A farmer climbs to the top of a silo, which is 80 feet high, and throws a rock straight up at a speed of 64 ft/sec. The height of the rock in feet above the ground after t seconds is given by the function h(t)=-16t^2+64t+80.
When will the rock hit the ground?
When will the rock be at its highest point? What is the highest point?
To find when the rock will hit the ground, we need to find the value of t when h(t) = 0. So we need to solve the equation -16t^2 + 64t + 80 = 0.

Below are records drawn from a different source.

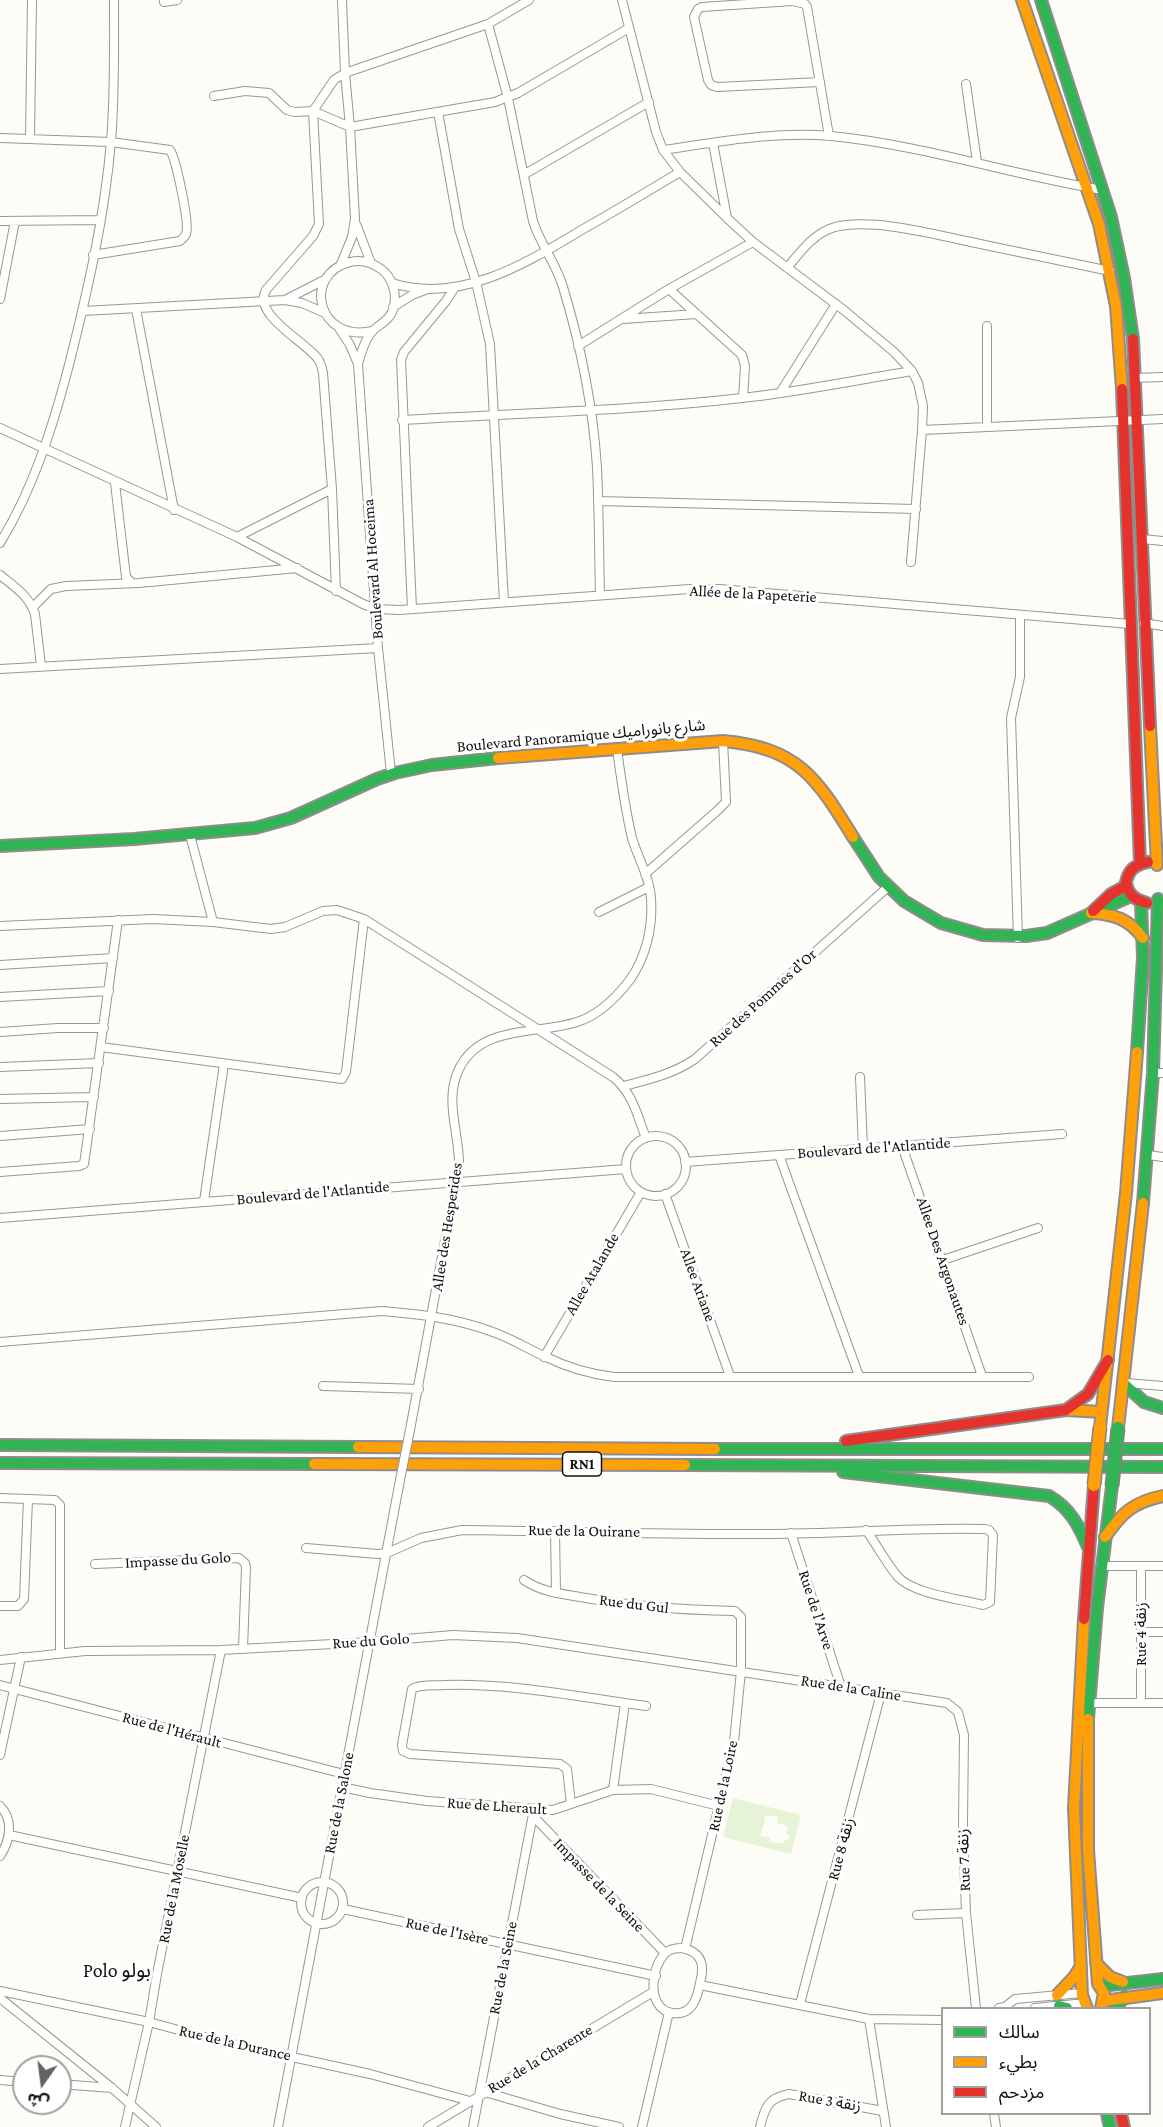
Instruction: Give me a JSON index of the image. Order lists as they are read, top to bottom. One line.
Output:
{"streets":{"main road":["Boulevard Panoramique شارع بانوراميك","RN1"],"street":["Boulevard Al Hoceima","Allée de la Papeterie","Rue des Pommes d'Or","Boulevard de l'Atlantide","Allee des Hesperides","Allee Des Argonautes","Allee Atalande","Allee Ariane","Rue de la Ouirane","Impasse du Golo","Rue du Gul","Rue de l'Arve","Rue 4 زنقة","Rue du Golo","Rue de la Caline","Rue de l'Hérault","Rue de la Loire","Rue de la Salone","Rue de Lherault","Rue 8 زنقة","Rue 7 زنقة","Impasse de la Seine","Rue de la Moselle","Rue de l'Isère","Rue de la Seine","Rue de la Durance","Rue de la Charente","Rue 3 زنقة"]},"crossings":[["Boulevard Al Hoceima","Allée de la Papeterie"],["Boulevard Al Hoceima","Boulevard Panoramique شارع بانوراميك"],["Boulevard Panoramique شارع بانوراميك","Rue des Pommes d'Or"],["Boulevard Panoramique شارع بانوراميك","Allee des Hesperides"],["Boulevard de l'Atlantide","Allee des Hesperides"],["Boulevard de l'Atlantide","Allee Des Argonautes"],["Boulevard de l'Atlantide","Allee Atalande"],["Boulevard de l'Atlantide","Allee Ariane"],["Allee des Hesperides","Rue de la Salone"],["Allee Atalande","Allee Ariane"],["Rue de la Ouirane","Rue de l'Arve"],["Rue de la Ouirane","Rue de la Salone"],["Impasse du Golo","Rue du Golo"],["Rue du Gul","Rue de la Loire"],["Rue de l'Arve","Rue de la Caline"],["Rue du Golo","Rue de la Caline"],["Rue du Golo","Rue de la Loire"],["Rue du Golo","Rue de la Salone"],["Rue du Golo","Rue de la Moselle"],["Rue de la Caline","Rue de la Loire"],["Rue de la Caline","Rue 8 زنقة"],["Rue de la Caline","Rue 7 زنقة"],["Rue de l'Hérault","Rue de la Salone"],["Rue de l'Hérault","Rue de la Moselle"],["Rue de la Loire","Rue de Lherault"],["Rue de la Loire","Impasse de la Seine"],["Rue de la Loire","Rue de l'Isère"],["Rue de la Loire","Rue de la Charente"],["Rue de la Salone","Rue de Lherault"],["Rue de la Salone","Rue de la Durance"],["Rue de Lherault","Impasse de la Seine"],["Rue de Lherault","Rue de la Seine"],["Impasse de la Seine","Rue de l'Isère"],["Impasse de la Seine","Rue de la Seine"],["Impasse de la Seine","Rue de la Charente"],["Rue de la Moselle","Rue de la Durance"],["Rue de l'Isère","Rue de la Seine"],["Rue de l'Isère","Rue de la Charente"],["Rue de la Seine","Rue de la Charente"],["Rue de la Durance","Rue de la Charente"]],"districts":["Polo بولو"],"legend":["سالك","بطيء","مزدحم"],"north":"bottom"}
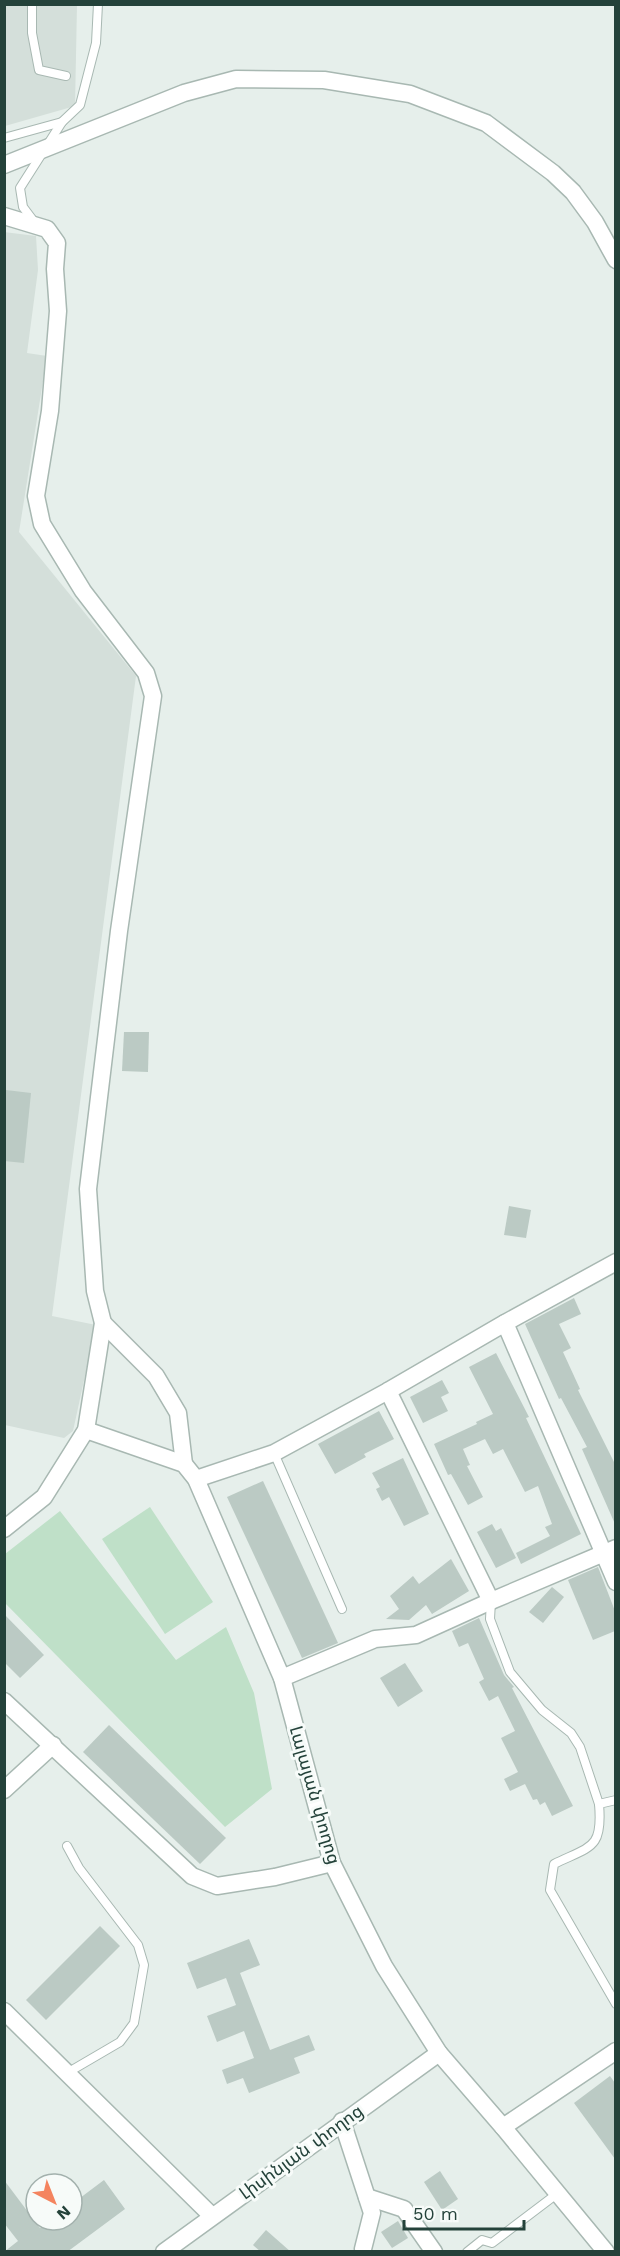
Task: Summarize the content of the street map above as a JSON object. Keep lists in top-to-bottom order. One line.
{"streets":{"street":["Լալայան փողոց","Լիսինյան փողոց"]},"crossings":[["Լալայան փողոց","Լիսինյան փողոց"]],"scale_bar":"50 m","north":"bottom right"}
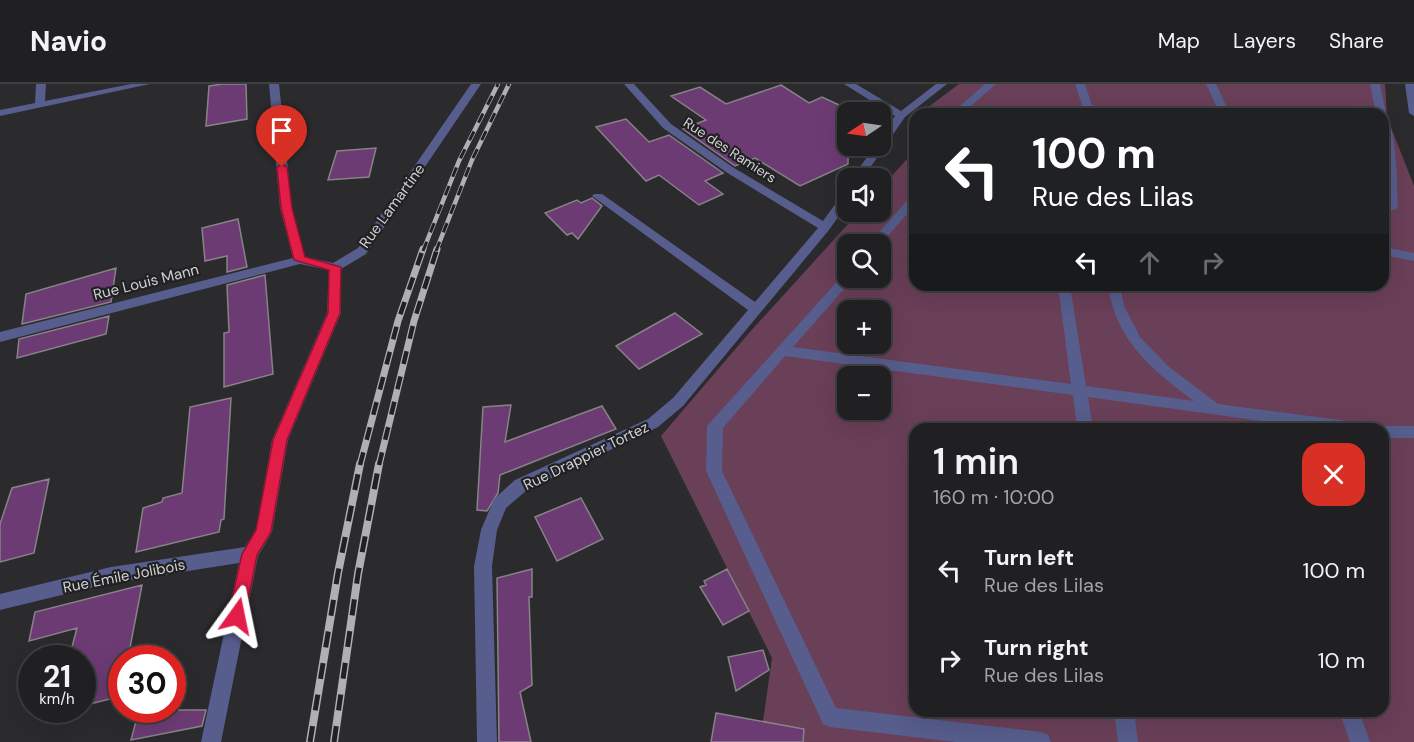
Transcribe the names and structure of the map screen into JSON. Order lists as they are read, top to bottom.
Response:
{
  "streets": {
    "street": [
      "Rue des Ramiers",
      "Rue Lamartine",
      "Rue Louis Mann",
      "Rue Drappier Tortez",
      "Rue Émile Jolibois"
    ]
  },
  "crossings": [
    ["Rue des Ramiers", "Rue Drappier Tortez"]
  ],
  "north": "left",
  "page": {
    "header": "Navio",
    "nav": ["Map", "Layers", "Share"],
    "map_buttons": ["+", "−"],
    "turn": ["100 m", "Rue des Lilas"],
    "heading": ["1 min", "160 m · 10:00"],
    "list": [
      {
        "name": "Turn left",
        "note": "Rue des Lilas",
        "value": "100 m"
      },
      {
        "name": "Turn right",
        "note": "Rue des Lilas",
        "value": "10 m"
      }
    ],
    "speed": "21 km/h",
    "limit": "30"
  }
}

To find when the rock will be at its highest point, we need to find the vertex of the quadratic function. The x-coordinate of the vertex is found using the formula x = -b/2a, where a, b, and c are the coefficients of the quadratic function. In this case, a = -16 and b = 64.
x = -64/2*-16
x = -64/-32
x = 2
The highest point occurs after 2 seconds.
To find the highest point, we substitute t = 2 into the function h(t):
h(2) = -16(2)^2 + 64(2) + 80
h(2) = -64 + 128 + 80
h(2) = 144
The highest point is at a height of 144 feet.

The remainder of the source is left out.